Poland's ex-foreign minister and Holocaust survivor Bronislaw Geremek has died in a car accident aged 76. Geremek was an icon of the Solidarity movement and one of the main architects of Poland's transition to democracy during the 1980s and 1990s. A founding member of the Solidarnosc trade union, he came to international attention as Lech Walesa's chief negotiator in the 1989 round table talks with General Wojciech Jaruzelski's communist regime. Geremek, an expert on French medieval history, had long been noted as a prominent intellectual.
During the Nazi occupation of Poland, he was brought up by Catholics. His parents perished in the Holocaust. Geremek was a communist party member from 1950 until 1968, when he resigned in protest at the wave of government-sponsored anti-Semitism in Poland and the invasion by troops of the Warsaw Pact countries of Czechoslovakia. He was interned for two and a half years under the martial law proclaimed in December 1981, and dismissed from his teaching post. After the fall of communism Geremek was widely seen as a possible Prime Minister, but he believed that the time was not right for Poland to acquire a Jewish-born head of government and opted, despite his popularity, for a low-profile role as president of the parliamentary foreign affairs committee. Geremek served as Poland's foreign minister when in 1997 a Solidarity-based government was returned to power. He held the post until 2000, overseeing Poland's entry into NATO and preparing the country for its eventual integration into the European Union. Since 2004, Geremek was a member of the European Parliament in Strasbourg and Brussels.

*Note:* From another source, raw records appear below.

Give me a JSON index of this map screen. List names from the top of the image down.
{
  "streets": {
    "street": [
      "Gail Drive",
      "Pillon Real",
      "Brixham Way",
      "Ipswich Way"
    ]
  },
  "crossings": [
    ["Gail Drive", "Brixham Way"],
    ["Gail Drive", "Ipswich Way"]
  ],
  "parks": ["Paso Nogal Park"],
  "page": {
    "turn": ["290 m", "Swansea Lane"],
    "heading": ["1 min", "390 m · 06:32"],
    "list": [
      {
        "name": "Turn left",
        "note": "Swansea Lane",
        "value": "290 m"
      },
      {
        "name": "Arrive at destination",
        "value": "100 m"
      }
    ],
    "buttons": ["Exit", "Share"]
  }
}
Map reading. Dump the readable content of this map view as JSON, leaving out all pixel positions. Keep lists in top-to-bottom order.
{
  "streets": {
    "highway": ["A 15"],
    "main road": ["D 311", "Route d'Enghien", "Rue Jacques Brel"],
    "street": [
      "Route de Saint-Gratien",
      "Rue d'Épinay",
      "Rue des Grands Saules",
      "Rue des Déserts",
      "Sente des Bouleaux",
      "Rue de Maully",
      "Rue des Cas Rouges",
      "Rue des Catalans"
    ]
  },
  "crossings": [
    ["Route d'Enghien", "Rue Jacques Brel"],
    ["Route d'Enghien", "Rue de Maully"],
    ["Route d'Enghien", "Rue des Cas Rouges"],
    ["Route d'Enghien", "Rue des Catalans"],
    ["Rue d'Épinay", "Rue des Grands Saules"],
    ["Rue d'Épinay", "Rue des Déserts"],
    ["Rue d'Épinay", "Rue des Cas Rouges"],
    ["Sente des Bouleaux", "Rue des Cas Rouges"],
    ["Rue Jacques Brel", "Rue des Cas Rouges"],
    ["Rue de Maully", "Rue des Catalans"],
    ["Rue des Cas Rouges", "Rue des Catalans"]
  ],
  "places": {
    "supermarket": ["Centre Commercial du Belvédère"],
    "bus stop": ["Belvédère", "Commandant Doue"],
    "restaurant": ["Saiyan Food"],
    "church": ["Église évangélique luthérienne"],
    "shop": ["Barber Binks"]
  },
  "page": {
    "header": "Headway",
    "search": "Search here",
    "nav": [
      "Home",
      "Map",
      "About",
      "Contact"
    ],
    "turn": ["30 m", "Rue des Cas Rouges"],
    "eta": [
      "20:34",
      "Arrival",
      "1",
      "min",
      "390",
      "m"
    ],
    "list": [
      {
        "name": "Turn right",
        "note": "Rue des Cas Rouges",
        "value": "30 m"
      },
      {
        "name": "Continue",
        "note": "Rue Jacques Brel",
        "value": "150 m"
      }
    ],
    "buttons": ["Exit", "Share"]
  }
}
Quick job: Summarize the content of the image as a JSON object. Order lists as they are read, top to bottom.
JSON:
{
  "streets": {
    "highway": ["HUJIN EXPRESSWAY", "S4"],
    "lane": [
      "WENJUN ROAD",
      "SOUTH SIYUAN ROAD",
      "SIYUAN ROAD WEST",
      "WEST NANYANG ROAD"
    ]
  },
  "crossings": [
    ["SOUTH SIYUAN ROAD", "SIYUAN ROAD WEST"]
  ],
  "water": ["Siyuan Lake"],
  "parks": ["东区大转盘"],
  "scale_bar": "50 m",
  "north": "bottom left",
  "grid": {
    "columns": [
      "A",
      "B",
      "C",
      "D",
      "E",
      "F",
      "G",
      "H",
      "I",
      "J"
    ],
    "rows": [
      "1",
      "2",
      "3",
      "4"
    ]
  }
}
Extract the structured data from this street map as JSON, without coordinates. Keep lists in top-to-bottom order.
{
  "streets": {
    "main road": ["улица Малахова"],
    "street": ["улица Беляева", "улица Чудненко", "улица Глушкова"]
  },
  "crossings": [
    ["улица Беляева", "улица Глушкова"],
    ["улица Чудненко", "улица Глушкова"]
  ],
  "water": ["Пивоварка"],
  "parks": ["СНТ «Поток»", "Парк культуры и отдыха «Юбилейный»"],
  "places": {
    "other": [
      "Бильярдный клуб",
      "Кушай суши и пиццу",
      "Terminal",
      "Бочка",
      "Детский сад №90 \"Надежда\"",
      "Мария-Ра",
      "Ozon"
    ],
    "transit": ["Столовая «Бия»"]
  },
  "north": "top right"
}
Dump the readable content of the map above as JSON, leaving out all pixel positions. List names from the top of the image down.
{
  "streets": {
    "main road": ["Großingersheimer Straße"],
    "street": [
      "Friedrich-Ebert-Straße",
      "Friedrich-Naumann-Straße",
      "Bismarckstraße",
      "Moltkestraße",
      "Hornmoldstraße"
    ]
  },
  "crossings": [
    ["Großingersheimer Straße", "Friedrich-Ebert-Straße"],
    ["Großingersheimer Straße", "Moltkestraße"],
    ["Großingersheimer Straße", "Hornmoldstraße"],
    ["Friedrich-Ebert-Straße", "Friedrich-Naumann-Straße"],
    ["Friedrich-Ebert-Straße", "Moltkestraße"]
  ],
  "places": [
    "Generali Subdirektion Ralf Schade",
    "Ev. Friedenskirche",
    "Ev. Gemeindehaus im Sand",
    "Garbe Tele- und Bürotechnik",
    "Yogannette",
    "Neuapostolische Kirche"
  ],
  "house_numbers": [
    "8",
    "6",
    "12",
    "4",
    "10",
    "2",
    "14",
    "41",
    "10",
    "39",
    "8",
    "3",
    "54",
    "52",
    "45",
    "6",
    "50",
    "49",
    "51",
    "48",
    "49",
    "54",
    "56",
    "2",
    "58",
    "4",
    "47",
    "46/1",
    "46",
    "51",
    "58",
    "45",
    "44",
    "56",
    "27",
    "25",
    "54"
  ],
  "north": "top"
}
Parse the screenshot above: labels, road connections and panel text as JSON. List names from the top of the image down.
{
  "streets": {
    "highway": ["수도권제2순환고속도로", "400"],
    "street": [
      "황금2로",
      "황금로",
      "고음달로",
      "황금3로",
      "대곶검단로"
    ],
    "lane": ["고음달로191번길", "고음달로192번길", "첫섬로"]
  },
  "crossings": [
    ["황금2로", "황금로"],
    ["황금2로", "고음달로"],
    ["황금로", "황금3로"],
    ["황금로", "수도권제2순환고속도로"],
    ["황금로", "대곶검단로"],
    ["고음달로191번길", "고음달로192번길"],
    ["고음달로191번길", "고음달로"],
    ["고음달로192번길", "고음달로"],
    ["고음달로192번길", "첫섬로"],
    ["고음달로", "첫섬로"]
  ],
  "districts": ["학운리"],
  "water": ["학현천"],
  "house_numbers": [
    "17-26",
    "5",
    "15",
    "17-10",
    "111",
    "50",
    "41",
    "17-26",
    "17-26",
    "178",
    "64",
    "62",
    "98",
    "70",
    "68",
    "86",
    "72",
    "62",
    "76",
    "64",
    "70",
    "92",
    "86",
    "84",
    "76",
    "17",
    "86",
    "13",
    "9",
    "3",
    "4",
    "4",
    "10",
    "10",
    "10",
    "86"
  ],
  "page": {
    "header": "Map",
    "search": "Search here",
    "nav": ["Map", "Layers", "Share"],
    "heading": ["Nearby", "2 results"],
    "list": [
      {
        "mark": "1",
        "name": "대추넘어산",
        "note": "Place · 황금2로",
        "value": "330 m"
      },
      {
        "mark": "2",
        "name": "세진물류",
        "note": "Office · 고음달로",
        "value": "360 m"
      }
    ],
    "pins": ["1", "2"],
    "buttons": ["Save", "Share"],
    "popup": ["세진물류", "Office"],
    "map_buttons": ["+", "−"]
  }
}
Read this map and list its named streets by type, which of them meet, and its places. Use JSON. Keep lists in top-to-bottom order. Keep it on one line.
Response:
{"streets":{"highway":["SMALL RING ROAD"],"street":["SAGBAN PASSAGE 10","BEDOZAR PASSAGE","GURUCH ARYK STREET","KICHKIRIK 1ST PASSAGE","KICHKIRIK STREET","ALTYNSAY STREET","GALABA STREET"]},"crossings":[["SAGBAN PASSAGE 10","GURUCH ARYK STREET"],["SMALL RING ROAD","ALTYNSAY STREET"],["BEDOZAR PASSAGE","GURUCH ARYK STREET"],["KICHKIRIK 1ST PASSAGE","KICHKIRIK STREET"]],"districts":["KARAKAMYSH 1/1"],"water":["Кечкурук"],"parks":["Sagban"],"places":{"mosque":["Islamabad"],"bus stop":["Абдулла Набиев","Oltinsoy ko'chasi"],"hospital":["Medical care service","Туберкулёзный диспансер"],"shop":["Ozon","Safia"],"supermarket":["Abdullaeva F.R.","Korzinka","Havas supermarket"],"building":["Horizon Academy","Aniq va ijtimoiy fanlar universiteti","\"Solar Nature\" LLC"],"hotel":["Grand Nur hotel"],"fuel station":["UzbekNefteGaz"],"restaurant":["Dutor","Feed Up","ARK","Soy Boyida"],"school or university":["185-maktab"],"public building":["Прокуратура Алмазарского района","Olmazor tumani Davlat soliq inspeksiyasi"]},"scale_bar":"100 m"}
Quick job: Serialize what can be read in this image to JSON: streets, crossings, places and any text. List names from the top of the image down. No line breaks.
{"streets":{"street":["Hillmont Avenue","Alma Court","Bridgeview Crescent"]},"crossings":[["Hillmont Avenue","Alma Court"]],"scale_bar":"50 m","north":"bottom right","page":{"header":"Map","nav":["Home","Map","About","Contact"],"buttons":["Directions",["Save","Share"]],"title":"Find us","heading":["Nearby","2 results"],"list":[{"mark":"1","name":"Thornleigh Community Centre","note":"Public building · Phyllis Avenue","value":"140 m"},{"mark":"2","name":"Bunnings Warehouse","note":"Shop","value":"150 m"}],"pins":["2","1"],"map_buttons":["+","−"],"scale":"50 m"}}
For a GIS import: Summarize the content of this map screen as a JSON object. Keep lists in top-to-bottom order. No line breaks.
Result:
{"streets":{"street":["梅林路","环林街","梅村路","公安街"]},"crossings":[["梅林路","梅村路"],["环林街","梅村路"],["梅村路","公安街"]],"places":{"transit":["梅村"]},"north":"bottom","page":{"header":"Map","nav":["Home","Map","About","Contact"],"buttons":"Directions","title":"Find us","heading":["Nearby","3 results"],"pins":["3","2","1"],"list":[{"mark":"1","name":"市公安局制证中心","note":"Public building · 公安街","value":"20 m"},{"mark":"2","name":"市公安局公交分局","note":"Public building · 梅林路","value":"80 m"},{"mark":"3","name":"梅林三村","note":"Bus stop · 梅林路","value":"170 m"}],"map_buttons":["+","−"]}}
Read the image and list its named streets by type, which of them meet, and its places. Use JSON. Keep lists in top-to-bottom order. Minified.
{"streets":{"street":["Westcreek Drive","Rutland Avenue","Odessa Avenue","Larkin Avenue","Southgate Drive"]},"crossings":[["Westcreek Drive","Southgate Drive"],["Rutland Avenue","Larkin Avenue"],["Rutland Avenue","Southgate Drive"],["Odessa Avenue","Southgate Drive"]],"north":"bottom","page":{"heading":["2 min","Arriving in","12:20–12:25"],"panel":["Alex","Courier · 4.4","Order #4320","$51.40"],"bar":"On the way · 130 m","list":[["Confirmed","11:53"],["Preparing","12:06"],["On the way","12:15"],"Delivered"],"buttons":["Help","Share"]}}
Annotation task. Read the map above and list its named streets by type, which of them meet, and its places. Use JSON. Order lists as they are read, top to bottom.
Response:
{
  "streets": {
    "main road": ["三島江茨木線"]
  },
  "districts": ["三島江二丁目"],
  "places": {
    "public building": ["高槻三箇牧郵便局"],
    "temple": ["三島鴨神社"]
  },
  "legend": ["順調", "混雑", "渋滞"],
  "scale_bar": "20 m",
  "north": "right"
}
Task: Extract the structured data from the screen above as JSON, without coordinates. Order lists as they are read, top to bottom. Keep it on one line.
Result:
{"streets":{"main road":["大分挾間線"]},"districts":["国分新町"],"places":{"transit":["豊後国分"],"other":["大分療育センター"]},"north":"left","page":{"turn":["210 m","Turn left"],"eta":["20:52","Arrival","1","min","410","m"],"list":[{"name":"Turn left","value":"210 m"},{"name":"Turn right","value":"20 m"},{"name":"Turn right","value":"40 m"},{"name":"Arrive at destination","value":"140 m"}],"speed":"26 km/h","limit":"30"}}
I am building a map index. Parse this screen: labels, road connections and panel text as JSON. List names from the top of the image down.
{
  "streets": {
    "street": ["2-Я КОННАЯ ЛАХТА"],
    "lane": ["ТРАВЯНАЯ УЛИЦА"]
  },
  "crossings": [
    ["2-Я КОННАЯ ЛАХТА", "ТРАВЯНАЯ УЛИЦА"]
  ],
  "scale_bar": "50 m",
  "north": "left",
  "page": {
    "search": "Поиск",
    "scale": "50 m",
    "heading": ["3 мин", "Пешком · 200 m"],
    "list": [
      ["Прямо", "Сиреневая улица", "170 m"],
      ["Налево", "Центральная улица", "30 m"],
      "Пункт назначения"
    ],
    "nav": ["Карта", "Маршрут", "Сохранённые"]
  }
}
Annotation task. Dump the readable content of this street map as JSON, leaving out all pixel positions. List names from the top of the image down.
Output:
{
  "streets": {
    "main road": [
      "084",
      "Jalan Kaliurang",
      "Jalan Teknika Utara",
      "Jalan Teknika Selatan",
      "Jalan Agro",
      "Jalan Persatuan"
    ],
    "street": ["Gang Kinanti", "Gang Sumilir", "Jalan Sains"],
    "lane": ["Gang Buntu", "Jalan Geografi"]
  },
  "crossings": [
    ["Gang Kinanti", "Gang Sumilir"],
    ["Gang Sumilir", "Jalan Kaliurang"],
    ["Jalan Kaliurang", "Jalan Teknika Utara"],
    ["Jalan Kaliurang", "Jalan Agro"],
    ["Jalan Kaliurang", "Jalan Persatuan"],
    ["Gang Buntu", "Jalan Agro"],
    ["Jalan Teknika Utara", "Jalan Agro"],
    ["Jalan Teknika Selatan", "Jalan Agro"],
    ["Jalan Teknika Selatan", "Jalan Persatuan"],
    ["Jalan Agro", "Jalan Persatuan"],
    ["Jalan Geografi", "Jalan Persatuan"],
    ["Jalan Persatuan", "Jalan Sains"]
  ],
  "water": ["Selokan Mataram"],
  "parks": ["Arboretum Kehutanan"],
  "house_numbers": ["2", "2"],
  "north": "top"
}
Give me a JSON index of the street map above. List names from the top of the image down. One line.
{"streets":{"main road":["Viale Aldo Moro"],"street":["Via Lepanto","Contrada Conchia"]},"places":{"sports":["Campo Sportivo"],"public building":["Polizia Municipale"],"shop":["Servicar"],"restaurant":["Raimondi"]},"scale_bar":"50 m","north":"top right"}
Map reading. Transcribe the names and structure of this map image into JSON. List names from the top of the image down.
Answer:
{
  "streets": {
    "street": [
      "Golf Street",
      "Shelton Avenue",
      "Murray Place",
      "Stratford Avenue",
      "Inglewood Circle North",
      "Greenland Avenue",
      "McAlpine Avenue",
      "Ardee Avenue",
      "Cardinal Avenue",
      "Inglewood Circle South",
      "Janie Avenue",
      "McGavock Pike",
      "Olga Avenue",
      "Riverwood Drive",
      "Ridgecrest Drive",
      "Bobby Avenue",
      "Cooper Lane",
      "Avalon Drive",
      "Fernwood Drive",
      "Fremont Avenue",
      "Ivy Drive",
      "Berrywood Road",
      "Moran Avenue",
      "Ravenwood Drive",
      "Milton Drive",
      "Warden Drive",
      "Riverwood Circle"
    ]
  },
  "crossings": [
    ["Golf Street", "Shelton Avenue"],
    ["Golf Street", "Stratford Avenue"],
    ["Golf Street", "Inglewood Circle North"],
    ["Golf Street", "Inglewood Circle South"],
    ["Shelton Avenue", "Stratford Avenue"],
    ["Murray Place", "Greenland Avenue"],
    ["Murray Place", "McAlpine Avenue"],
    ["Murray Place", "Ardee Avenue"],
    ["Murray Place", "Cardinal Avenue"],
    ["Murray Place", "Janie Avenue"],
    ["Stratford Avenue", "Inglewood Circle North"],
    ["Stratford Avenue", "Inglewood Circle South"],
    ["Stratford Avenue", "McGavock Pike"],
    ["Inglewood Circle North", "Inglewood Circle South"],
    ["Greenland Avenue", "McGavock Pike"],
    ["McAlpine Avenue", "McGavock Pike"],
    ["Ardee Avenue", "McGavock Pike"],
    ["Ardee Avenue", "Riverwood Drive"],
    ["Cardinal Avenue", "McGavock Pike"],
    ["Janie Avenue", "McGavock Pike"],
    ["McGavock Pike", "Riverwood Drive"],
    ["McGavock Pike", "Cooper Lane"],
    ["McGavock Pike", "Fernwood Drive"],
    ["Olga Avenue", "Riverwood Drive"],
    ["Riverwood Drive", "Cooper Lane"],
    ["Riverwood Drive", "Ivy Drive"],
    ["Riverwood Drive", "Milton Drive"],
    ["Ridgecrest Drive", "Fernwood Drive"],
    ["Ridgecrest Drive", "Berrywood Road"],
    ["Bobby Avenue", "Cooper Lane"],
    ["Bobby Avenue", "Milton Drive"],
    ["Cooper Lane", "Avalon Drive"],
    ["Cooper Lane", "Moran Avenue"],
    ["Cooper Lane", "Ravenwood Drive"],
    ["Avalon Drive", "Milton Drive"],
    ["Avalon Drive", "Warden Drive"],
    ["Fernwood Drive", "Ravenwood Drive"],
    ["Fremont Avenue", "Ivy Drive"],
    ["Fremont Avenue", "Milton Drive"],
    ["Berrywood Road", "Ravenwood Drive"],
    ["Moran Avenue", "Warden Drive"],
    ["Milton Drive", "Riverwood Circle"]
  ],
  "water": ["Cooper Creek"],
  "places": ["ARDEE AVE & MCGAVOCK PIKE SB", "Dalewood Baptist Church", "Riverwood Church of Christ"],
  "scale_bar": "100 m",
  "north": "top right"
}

European political leaders praised Geremek's commitment to the continent and both friends and political foes in Poland mourned his loss. "Polish science and politics have lost a great man. Many of us have lost a friend,'' the country's prime minister, Donald Tusk, said. Former Polish president Aleksander Kwasniewski said he was shocked. "This is an enormous loss,'' he said. European Commission president José Manuel Barroso called Geremek a "European of exceptional greatness" and "a Pole of unwavering convictions."